:: Exercise instructions ::
Each entry below should be retyped exactly, with nothing omitted.

:: Records supplied ::

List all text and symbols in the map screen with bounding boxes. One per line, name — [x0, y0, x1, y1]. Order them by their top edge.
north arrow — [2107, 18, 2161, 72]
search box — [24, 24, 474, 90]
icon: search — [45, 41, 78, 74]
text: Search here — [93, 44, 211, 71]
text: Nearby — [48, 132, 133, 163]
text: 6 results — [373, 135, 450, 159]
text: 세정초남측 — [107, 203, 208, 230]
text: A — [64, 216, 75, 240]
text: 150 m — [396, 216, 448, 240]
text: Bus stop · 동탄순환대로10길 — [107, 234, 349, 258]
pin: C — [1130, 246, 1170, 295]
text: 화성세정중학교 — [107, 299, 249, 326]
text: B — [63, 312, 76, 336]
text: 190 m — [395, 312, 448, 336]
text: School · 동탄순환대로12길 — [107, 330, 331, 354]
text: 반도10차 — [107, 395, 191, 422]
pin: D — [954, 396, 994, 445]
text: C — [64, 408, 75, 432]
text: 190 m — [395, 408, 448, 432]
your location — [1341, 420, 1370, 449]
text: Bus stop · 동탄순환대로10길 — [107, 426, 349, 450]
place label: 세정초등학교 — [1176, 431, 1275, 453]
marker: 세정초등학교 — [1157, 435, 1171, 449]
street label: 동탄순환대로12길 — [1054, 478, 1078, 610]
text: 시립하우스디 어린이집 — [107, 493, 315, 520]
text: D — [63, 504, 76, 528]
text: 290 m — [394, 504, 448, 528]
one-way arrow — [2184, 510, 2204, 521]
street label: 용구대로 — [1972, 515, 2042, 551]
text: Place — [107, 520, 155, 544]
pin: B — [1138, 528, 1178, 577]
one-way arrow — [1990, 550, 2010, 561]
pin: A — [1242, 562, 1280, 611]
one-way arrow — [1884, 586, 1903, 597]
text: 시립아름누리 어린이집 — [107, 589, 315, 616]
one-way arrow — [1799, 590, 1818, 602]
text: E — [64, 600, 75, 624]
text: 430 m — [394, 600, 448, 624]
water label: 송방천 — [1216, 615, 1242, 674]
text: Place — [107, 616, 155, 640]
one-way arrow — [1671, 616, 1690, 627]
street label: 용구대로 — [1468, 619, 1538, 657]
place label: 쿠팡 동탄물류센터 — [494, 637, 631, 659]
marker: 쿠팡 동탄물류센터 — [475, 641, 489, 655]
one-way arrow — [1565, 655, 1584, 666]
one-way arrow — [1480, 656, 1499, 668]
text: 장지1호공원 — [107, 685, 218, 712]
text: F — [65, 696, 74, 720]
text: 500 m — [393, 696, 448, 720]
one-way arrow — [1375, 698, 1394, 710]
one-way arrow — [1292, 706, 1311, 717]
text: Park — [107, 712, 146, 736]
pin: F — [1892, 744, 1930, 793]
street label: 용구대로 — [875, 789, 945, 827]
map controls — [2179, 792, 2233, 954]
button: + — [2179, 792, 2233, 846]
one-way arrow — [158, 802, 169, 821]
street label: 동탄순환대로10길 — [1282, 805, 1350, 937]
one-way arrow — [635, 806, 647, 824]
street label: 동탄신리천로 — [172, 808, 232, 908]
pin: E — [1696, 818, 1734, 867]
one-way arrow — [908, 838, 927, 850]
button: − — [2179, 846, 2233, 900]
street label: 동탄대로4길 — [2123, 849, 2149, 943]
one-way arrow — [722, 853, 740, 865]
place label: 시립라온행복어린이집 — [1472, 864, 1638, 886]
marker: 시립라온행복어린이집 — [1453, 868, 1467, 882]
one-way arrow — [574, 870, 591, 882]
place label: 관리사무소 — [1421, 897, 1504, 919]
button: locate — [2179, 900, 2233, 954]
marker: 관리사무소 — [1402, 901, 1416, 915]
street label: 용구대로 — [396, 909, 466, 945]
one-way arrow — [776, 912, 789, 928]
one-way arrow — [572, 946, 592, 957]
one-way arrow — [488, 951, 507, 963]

:: Output of the task ::
List all text and symbols in the map screen with bounding boxes. One per line, name — [x0, y0, x1, y1]. Order them by their top edge.
north arrow — [2107, 18, 2161, 72]
search box — [24, 24, 474, 90]
icon: search — [45, 41, 78, 74]
text: Search here — [93, 44, 211, 71]
text: Nearby — [48, 132, 133, 163]
text: 6 results — [373, 135, 450, 159]
text: 세정초남측 — [107, 203, 208, 230]
text: A — [64, 216, 75, 240]
text: 150 m — [396, 216, 448, 240]
text: Bus stop · 동탄순환대로10길 — [107, 234, 349, 258]
pin: C — [1130, 246, 1170, 295]
text: 화성세정중학교 — [107, 299, 249, 326]
text: B — [63, 312, 76, 336]
text: 190 m — [395, 312, 448, 336]
text: School · 동탄순환대로12길 — [107, 330, 331, 354]
text: 반도10차 — [107, 395, 191, 422]
pin: D — [954, 396, 994, 445]
text: C — [64, 408, 75, 432]
text: 190 m — [395, 408, 448, 432]
your location — [1341, 420, 1370, 449]
text: Bus stop · 동탄순환대로10길 — [107, 426, 349, 450]
place label: 세정초등학교 — [1176, 431, 1275, 453]
marker: 세정초등학교 — [1157, 435, 1171, 449]
street label: 동탄순환대로12길 — [1054, 478, 1078, 610]
text: 시립하우스디 어린이집 — [107, 493, 315, 520]
text: D — [63, 504, 76, 528]
text: 290 m — [394, 504, 448, 528]
one-way arrow — [2184, 510, 2204, 521]
street label: 용구대로 — [1972, 515, 2042, 551]
text: Place — [107, 520, 155, 544]
pin: B — [1138, 528, 1178, 577]
one-way arrow — [1990, 550, 2010, 561]
pin: A — [1242, 562, 1280, 611]
one-way arrow — [1884, 586, 1903, 597]
text: 시립아름누리 어린이집 — [107, 589, 315, 616]
one-way arrow — [1799, 590, 1818, 602]
text: E — [64, 600, 75, 624]
text: 430 m — [394, 600, 448, 624]
water label: 송방천 — [1216, 615, 1242, 674]
text: Place — [107, 616, 155, 640]
one-way arrow — [1671, 616, 1690, 627]
street label: 용구대로 — [1468, 619, 1538, 657]
place label: 쿠팡 동탄물류센터 — [494, 637, 631, 659]
marker: 쿠팡 동탄물류센터 — [475, 641, 489, 655]
one-way arrow — [1565, 655, 1584, 666]
one-way arrow — [1480, 656, 1499, 668]
text: 장지1호공원 — [107, 685, 218, 712]
text: F — [65, 696, 74, 720]
text: 500 m — [393, 696, 448, 720]
one-way arrow — [1375, 698, 1394, 710]
one-way arrow — [1292, 706, 1311, 717]
text: Park — [107, 712, 146, 736]
pin: F — [1892, 744, 1930, 793]
street label: 용구대로 — [875, 789, 945, 827]
map controls — [2179, 792, 2233, 954]
button: + — [2179, 792, 2233, 846]
one-way arrow — [158, 802, 169, 821]
street label: 동탄순환대로10길 — [1282, 805, 1350, 937]
one-way arrow — [635, 806, 647, 824]
street label: 동탄신리천로 — [172, 808, 232, 908]
pin: E — [1696, 818, 1734, 867]
one-way arrow — [908, 838, 927, 850]
button: − — [2179, 846, 2233, 900]
street label: 동탄대로4길 — [2123, 849, 2149, 943]
one-way arrow — [722, 853, 740, 865]
place label: 시립라온행복어린이집 — [1472, 864, 1638, 886]
marker: 시립라온행복어린이집 — [1453, 868, 1467, 882]
one-way arrow — [574, 870, 591, 882]
place label: 관리사무소 — [1421, 897, 1504, 919]
button: locate — [2179, 900, 2233, 954]
marker: 관리사무소 — [1402, 901, 1416, 915]
street label: 용구대로 — [396, 909, 466, 945]
one-way arrow — [776, 912, 789, 928]
one-way arrow — [572, 946, 592, 957]
one-way arrow — [488, 951, 507, 963]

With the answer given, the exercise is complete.